Here’s the code I used to capture model layer outputs:
docs = ["a"]
kpoint.doc_tokenizer.tensorize(docs, bsize=config.index_bsize)
input_ids = text_batches[0][0]
attention_mask = text_batches[0][1]
outputs_dict = {}
def capture_output(name):
def hook_fn(module, input, output):
outputs_dict[name] = output[0].detach()
return hook_fn
with torch.cuda.amp.autocast():
hooks = []
for i in range(12): hooks.append(checkpoint.bert.encoder.layer[i].register_forward_hook(capture_output(f"{i}")))
with torch.no_grad(): D = checkpoint.bert(input_ids, attention_mask=attention_mask)[0]
for h in hooks: h.remove()
torch.save(outputs_dict, f"{MOUNT}/{project}/{date}-{source}-{nranks}/amp_outputs_dict.pt")
print("amp_outputs_dict saved!")For docs I tried a single letter ("a"), a test sentence (["test input"]) and different batches from the UKPLab/DAPR/ConditionalQA document collection. In all cases, the model layer outputs between PyTorch versions failed torch.allclose.

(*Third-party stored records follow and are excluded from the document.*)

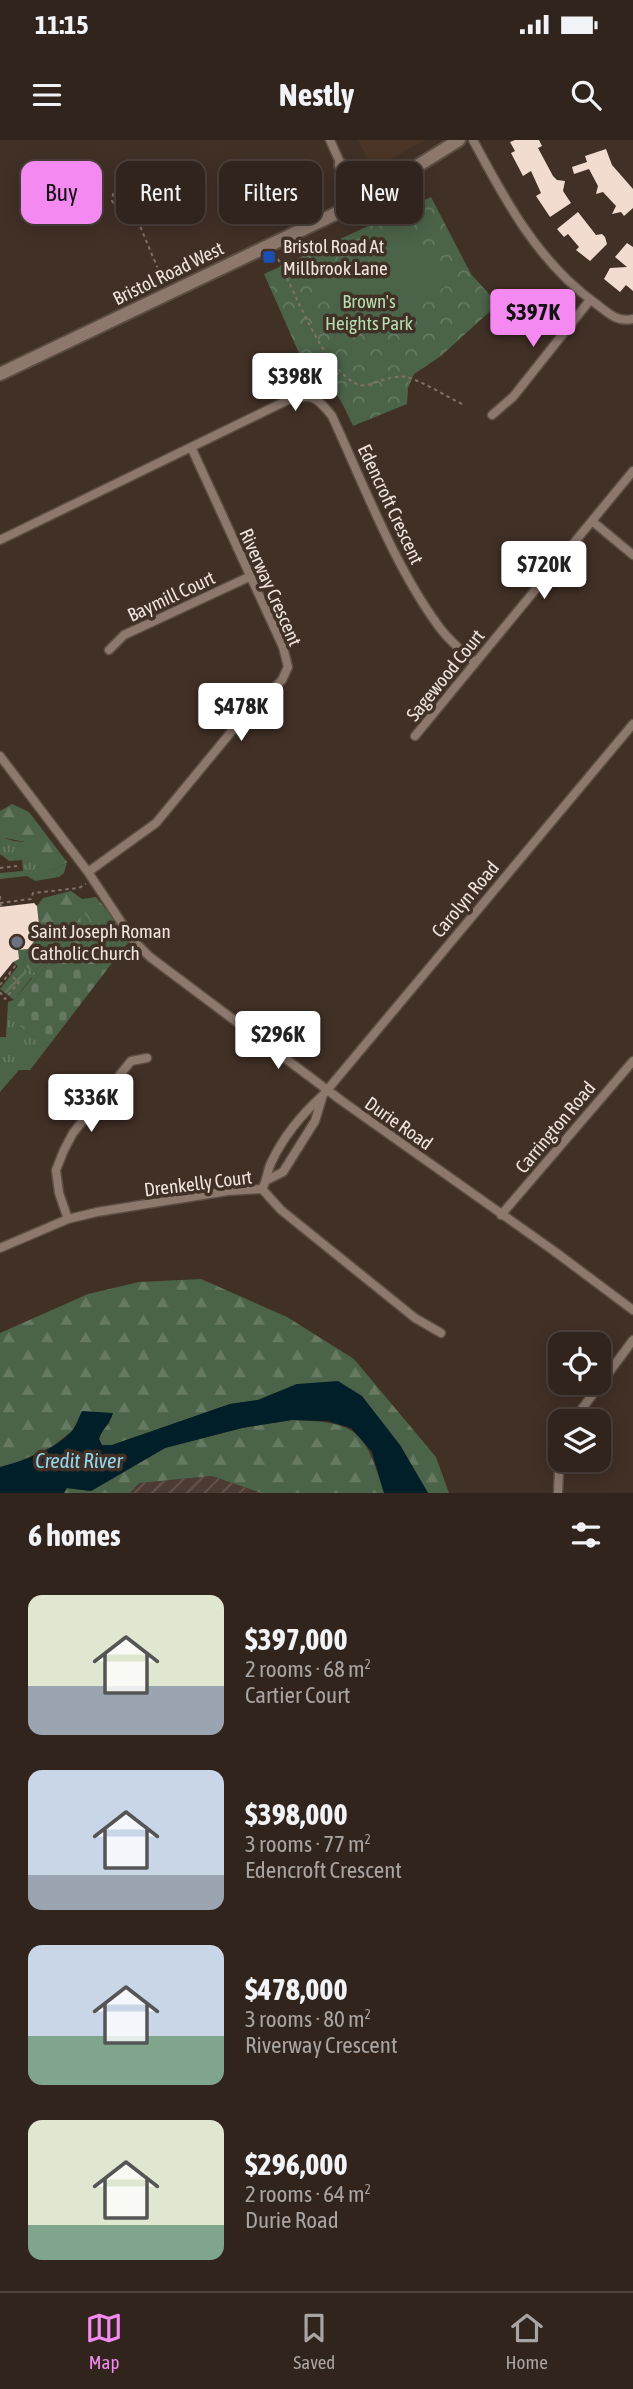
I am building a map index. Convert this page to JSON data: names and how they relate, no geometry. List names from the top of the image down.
{
  "streets": {
    "street": [
      "Bristol Road West",
      "Edencroft Crescent",
      "Riverway Crescent",
      "Baymill Court",
      "Sagewood Court",
      "Carolyn Road",
      "Durie Road",
      "Carrington Road",
      "Drenkelly Court"
    ]
  },
  "crossings": [
    ["Edencroft Crescent", "Sagewood Court"],
    ["Riverway Crescent", "Baymill Court"],
    ["Riverway Crescent", "Durie Road"],
    ["Carolyn Road", "Durie Road"],
    ["Carolyn Road", "Drenkelly Court"],
    ["Durie Road", "Carrington Road"]
  ],
  "water": ["Credit River"],
  "parks": ["Brown's Heights Park"],
  "places": {
    "transit": ["Bristol Road At Millbrook Lane"],
    "other": ["Saint Joseph Roman Catholic Church"]
  },
  "page": {
    "status": "11:15",
    "header": "Nestly",
    "chip": [
      "Buy",
      "Rent",
      "Filters",
      "New"
    ],
    "price": [
      "$397K",
      "$398K",
      "$720K",
      "$478K",
      "$296K",
      "$336K"
    ],
    "heading": "6 homes",
    "list": [
      {
        "name": "$397,000",
        "note": "2 rooms · 68 m² · Cartier Court"
      },
      {
        "name": "$398,000",
        "note": "3 rooms · 77 m² · Edencroft Crescent"
      },
      {
        "name": "$478,000",
        "note": "3 rooms · 80 m² · Riverway Crescent"
      },
      {
        "name": "$296,000",
        "note": "2 rooms · 64 m² · Durie Road"
      }
    ],
    "tabs": ["Map", "Saved", "Home"]
  }
}
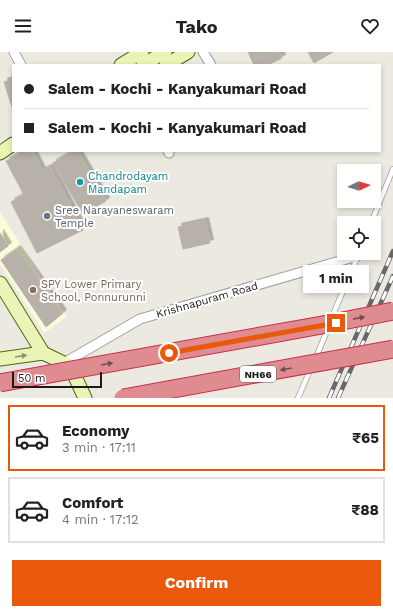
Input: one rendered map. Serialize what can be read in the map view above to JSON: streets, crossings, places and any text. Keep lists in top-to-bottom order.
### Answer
{
  "streets": {
    "highway": ["NH66"],
    "street": ["Krishnapuram Road"]
  },
  "places": ["Chandrodayam Mandapam", "Sree Narayaneswaram Temple", "SPY Lower Primary School, Ponnurunni"],
  "scale_bar": "50 m",
  "north": "right",
  "page": {
    "header": "Tako",
    "banner": ["Salem - Kochi - Kanyakumari Road", "Salem - Kochi - Kanyakumari Road"],
    "bubble": "1 min",
    "scale": "50 m",
    "list": [
      {
        "name": "Economy",
        "note": "3 min · 17:11",
        "value": "₹65"
      },
      {
        "name": "Comfort",
        "note": "4 min · 17:12",
        "value": "₹88"
      }
    ],
    "buttons": "Confirm"
  }
}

As an aside, I also discovered that even after swapping local_sample_embs and obtaining final ivf.pid.pt tensors that passed torch.allclose, the intermediate codes (centroid IDs) were sorted differently between PyTorch versions. I have detailed that observation in another blog post in which I also go on to show that even differently sorted codes, as long as they contain the right IDs, can result in the correct final ivf (unique passage IDs per centroid) and ivf_lengths (number of passage IDs per centroid).